— Activity —
Across the lines of the records below, how many have the string "rows" in them? Answer with the number alone.

>>>>>

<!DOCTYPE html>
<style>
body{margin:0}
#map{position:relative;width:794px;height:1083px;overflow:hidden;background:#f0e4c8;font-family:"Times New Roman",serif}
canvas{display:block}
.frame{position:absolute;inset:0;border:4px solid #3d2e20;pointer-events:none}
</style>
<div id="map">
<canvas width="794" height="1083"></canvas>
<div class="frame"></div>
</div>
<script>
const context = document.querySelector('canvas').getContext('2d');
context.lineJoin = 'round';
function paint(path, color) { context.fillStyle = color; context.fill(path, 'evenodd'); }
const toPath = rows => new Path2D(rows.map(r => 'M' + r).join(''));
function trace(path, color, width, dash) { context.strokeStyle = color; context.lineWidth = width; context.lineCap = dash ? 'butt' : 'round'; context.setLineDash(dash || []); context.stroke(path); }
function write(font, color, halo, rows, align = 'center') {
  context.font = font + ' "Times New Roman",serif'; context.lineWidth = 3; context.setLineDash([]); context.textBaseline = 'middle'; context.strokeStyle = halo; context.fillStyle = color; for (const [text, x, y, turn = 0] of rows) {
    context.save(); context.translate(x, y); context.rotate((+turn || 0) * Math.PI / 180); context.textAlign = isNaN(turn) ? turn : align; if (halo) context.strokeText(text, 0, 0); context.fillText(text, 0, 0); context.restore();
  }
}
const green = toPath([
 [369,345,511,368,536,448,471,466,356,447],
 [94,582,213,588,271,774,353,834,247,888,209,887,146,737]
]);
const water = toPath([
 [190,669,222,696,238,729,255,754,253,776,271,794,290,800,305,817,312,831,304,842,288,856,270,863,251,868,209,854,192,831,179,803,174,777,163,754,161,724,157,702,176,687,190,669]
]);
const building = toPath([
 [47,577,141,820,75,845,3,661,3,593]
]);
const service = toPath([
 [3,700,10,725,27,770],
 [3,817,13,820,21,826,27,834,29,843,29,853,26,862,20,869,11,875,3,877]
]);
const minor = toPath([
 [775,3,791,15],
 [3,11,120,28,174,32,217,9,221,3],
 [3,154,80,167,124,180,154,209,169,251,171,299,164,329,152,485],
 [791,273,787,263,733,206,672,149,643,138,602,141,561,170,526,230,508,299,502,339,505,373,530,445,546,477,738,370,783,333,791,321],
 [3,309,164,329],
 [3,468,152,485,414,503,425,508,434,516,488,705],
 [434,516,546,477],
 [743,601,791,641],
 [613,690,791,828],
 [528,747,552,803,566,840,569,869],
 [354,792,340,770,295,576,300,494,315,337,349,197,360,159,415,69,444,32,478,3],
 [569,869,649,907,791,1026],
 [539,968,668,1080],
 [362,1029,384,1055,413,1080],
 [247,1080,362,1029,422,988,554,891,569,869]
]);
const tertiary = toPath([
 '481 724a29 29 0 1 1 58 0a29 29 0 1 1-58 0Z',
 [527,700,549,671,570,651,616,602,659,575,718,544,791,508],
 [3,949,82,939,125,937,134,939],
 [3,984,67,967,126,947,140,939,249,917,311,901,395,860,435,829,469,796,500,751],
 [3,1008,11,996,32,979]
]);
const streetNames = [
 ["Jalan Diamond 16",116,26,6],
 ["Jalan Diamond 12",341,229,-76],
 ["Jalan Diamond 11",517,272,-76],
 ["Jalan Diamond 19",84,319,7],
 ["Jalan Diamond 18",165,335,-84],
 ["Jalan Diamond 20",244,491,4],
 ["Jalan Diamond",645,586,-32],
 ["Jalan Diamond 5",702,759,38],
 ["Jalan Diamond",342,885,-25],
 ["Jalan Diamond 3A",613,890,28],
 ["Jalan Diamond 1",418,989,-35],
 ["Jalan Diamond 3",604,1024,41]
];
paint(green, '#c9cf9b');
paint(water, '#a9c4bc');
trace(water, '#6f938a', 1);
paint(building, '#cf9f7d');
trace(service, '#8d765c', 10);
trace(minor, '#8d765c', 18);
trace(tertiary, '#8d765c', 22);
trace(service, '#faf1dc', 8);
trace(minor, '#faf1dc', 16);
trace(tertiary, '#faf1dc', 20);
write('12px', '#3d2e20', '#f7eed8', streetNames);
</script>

<<<<<
>>>>>

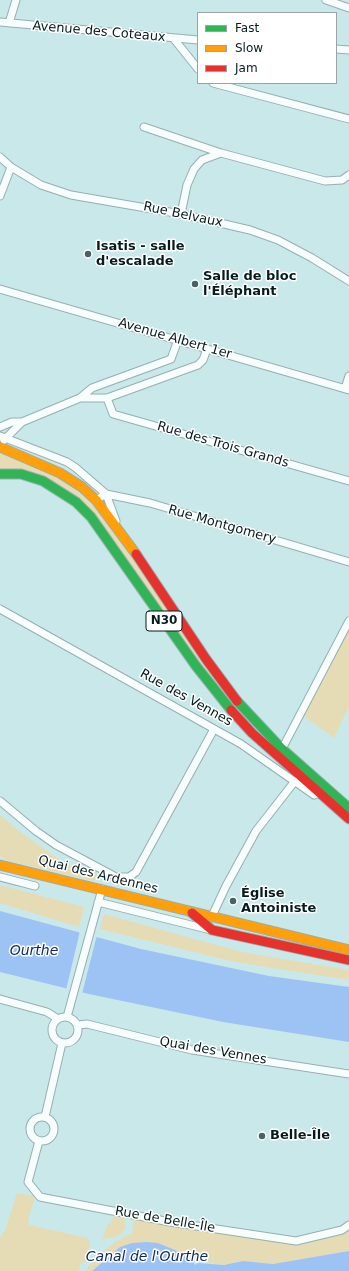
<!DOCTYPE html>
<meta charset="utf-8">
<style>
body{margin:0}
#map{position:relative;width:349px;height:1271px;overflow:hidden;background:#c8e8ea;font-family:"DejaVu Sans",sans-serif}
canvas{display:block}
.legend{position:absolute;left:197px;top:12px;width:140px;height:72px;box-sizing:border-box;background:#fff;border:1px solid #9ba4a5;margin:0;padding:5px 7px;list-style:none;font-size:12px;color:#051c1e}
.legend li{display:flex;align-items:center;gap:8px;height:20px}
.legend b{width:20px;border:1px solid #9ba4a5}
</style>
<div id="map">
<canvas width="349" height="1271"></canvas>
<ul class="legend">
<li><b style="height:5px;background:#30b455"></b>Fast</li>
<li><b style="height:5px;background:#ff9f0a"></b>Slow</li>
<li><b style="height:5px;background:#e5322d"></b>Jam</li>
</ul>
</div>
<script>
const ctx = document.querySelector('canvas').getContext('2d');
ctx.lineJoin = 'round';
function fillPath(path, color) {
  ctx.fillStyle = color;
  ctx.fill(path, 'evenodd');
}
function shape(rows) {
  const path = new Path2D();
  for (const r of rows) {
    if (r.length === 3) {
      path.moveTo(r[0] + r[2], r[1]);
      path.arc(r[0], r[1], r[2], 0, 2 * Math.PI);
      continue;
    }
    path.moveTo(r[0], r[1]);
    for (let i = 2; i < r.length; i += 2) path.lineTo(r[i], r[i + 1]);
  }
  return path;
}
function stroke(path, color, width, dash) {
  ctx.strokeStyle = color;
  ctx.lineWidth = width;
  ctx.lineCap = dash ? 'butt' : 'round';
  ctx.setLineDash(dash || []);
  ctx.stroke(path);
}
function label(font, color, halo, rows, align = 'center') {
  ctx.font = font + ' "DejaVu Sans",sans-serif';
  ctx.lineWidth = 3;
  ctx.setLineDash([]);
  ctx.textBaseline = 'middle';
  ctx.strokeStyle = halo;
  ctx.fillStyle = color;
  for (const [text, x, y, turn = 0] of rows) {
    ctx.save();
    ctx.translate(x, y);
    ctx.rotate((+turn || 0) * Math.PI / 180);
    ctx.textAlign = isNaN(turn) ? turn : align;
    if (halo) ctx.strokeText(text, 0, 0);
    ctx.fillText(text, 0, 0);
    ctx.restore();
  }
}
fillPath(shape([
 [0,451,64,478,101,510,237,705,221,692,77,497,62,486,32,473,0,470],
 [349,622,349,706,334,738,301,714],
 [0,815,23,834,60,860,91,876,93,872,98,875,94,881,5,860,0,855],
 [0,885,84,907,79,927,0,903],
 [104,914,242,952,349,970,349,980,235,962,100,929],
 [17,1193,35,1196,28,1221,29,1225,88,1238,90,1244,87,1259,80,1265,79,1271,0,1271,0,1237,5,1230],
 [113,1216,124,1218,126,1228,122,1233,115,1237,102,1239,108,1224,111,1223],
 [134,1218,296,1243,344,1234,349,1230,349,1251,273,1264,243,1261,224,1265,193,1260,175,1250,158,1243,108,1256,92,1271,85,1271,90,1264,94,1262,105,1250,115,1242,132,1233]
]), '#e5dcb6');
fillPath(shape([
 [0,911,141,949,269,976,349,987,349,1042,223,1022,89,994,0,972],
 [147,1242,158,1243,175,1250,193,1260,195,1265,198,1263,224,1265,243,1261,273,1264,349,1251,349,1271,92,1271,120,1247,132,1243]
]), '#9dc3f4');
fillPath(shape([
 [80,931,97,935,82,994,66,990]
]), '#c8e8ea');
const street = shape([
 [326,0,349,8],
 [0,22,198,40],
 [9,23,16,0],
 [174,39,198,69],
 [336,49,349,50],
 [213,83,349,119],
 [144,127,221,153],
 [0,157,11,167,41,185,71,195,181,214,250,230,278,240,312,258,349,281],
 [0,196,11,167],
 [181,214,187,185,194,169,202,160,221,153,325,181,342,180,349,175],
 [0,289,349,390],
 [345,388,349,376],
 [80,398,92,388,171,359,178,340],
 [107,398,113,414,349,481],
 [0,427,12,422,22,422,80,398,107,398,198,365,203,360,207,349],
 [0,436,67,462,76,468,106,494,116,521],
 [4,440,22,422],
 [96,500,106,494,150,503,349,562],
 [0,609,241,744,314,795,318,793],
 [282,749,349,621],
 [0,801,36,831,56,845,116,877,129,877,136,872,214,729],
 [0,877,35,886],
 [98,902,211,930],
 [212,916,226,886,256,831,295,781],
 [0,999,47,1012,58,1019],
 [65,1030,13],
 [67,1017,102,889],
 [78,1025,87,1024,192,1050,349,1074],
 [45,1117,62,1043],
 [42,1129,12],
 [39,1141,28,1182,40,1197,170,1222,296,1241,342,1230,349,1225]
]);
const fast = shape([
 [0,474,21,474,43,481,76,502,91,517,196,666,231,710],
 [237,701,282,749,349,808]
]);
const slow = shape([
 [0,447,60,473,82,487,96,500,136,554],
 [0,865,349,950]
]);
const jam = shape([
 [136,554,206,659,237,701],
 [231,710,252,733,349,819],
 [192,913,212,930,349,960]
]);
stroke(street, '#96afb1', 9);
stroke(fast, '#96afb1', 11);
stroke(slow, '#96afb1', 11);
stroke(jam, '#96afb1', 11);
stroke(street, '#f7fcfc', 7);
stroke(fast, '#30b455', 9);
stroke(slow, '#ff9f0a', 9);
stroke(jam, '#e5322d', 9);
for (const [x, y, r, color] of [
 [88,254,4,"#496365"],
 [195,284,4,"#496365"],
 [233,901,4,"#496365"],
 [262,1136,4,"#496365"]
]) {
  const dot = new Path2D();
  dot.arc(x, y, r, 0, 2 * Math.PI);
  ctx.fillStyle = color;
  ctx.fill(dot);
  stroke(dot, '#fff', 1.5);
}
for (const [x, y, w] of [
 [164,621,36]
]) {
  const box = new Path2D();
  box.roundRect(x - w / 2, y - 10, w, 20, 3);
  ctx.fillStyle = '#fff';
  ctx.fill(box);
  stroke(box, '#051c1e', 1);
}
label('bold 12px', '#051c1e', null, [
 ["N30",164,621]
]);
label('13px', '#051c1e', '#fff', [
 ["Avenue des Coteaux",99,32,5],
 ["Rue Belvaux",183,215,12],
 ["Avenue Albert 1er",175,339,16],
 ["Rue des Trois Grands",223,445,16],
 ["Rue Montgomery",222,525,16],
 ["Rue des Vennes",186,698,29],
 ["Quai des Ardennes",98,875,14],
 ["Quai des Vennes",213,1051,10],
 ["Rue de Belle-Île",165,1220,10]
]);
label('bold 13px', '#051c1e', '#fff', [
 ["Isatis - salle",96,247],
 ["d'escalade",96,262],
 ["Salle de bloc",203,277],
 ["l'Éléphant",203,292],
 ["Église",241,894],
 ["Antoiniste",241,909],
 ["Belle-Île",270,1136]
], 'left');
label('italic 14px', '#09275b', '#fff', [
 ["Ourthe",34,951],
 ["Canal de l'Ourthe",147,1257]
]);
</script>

<<<<<
>>>>>

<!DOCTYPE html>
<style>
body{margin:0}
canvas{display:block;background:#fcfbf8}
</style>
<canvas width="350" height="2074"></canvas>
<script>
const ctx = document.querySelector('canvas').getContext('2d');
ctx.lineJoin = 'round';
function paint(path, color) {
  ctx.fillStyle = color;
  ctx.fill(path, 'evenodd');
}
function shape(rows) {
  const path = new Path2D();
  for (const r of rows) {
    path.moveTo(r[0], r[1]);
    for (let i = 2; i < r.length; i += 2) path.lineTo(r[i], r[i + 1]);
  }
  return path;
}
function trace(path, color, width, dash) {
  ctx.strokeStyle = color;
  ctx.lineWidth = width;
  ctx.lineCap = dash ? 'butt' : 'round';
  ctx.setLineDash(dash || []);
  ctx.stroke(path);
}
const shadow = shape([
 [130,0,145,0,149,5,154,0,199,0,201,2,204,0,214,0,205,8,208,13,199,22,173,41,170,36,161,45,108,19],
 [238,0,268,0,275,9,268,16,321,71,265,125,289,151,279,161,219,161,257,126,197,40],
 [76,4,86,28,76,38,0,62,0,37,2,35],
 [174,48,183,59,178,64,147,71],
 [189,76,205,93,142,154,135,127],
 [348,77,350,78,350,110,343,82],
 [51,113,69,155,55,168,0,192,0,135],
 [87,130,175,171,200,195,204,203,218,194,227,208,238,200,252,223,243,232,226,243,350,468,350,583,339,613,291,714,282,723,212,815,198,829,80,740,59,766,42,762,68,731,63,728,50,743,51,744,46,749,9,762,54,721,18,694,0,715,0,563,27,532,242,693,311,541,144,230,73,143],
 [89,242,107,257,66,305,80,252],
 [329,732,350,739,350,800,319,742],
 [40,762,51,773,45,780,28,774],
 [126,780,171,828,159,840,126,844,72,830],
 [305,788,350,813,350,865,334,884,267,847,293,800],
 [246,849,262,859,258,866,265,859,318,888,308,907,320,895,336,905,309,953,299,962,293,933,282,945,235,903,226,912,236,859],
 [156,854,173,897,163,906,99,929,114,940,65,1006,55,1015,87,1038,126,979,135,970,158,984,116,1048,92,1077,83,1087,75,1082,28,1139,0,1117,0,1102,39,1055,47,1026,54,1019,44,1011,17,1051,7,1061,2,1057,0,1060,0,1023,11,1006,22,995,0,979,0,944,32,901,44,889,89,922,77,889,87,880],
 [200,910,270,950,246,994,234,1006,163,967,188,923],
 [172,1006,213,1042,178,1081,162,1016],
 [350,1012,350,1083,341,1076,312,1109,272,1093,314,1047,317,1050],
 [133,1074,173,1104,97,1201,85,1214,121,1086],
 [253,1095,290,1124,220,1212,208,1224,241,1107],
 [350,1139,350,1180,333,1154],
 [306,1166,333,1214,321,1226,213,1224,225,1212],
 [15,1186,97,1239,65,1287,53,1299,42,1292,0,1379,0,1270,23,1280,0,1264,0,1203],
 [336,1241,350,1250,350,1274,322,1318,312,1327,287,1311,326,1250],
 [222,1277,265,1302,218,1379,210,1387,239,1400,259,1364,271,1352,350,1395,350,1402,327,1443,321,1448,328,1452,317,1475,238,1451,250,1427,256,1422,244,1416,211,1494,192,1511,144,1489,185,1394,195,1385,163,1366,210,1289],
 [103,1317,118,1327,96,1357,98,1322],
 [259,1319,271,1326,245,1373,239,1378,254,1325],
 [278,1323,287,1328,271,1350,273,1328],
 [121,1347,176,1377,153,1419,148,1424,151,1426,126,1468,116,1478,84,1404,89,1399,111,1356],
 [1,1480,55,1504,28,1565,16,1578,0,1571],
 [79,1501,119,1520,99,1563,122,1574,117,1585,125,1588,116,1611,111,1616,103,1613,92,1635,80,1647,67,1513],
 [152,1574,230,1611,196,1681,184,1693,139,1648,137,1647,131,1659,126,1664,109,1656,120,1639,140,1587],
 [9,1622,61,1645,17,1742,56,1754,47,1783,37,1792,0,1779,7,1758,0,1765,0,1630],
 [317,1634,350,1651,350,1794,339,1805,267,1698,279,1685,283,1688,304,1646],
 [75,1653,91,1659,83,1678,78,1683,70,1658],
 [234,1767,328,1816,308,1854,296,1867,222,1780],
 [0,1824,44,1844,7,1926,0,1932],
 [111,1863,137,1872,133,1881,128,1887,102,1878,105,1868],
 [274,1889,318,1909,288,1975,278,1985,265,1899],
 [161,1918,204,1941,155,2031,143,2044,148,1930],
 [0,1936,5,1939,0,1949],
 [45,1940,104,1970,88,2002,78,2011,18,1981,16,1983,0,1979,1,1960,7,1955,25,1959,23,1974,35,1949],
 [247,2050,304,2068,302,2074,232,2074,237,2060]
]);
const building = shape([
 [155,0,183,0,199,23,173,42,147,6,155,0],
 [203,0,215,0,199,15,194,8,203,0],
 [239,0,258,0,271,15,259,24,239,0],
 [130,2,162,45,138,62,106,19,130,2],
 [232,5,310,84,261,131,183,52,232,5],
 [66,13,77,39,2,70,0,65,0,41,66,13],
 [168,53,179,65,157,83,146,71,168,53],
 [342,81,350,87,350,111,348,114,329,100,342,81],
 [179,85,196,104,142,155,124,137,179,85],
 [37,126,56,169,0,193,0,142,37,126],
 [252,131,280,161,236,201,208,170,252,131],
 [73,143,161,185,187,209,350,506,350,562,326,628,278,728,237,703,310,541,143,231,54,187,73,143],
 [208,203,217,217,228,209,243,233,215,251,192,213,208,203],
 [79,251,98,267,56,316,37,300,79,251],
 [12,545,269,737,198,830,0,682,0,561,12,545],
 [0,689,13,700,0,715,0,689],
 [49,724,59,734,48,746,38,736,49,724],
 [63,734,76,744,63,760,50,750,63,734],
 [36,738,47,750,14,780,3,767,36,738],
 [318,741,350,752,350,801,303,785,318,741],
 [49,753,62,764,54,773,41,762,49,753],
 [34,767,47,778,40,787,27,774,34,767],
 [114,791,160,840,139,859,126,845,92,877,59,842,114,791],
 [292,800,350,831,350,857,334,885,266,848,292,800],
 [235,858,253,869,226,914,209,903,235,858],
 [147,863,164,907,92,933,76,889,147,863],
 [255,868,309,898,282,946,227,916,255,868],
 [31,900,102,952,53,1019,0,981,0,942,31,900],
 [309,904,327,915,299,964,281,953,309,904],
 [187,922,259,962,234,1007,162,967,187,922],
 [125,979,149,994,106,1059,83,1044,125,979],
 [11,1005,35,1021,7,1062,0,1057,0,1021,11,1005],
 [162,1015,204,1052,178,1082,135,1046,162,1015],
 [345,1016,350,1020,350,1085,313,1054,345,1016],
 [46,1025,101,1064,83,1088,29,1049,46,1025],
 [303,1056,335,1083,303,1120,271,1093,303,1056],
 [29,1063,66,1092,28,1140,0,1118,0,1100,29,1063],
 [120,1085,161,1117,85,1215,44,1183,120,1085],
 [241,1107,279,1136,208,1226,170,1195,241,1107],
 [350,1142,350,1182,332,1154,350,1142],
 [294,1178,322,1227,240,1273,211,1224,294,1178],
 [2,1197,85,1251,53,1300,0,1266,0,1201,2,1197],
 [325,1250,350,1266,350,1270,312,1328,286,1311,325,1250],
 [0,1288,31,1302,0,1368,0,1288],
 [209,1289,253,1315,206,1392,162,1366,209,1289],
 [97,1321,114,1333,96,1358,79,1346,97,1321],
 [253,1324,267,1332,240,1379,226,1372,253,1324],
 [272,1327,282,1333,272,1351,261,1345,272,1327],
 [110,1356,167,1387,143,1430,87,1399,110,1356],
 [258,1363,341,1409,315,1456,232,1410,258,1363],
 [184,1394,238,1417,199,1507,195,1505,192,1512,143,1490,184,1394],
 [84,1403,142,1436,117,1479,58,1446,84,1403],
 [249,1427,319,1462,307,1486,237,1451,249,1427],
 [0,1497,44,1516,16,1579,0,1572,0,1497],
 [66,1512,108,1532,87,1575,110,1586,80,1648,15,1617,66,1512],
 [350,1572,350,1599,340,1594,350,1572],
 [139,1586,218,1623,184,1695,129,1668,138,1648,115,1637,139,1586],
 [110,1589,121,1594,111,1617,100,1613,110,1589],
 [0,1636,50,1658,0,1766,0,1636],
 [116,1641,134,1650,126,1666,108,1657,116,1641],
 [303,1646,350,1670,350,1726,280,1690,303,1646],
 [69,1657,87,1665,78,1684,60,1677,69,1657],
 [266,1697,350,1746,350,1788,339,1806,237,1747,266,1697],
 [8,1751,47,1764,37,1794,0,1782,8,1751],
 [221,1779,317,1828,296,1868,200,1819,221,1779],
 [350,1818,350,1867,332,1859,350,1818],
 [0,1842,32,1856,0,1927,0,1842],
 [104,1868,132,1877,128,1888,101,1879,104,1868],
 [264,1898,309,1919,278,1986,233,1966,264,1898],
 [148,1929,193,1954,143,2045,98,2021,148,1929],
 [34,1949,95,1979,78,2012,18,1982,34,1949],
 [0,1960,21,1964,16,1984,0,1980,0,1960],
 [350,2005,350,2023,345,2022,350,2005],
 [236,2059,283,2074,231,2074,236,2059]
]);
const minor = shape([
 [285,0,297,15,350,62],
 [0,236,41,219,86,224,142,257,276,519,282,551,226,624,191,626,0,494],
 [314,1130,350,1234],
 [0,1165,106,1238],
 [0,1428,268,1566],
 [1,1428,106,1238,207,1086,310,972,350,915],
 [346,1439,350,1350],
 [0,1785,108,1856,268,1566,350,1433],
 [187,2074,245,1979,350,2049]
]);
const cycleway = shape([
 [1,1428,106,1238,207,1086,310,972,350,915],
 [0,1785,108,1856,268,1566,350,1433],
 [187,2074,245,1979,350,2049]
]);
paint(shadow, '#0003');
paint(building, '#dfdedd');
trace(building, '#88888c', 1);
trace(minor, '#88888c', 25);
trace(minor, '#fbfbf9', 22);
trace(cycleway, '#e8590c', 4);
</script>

<<<<<

— Solution —
9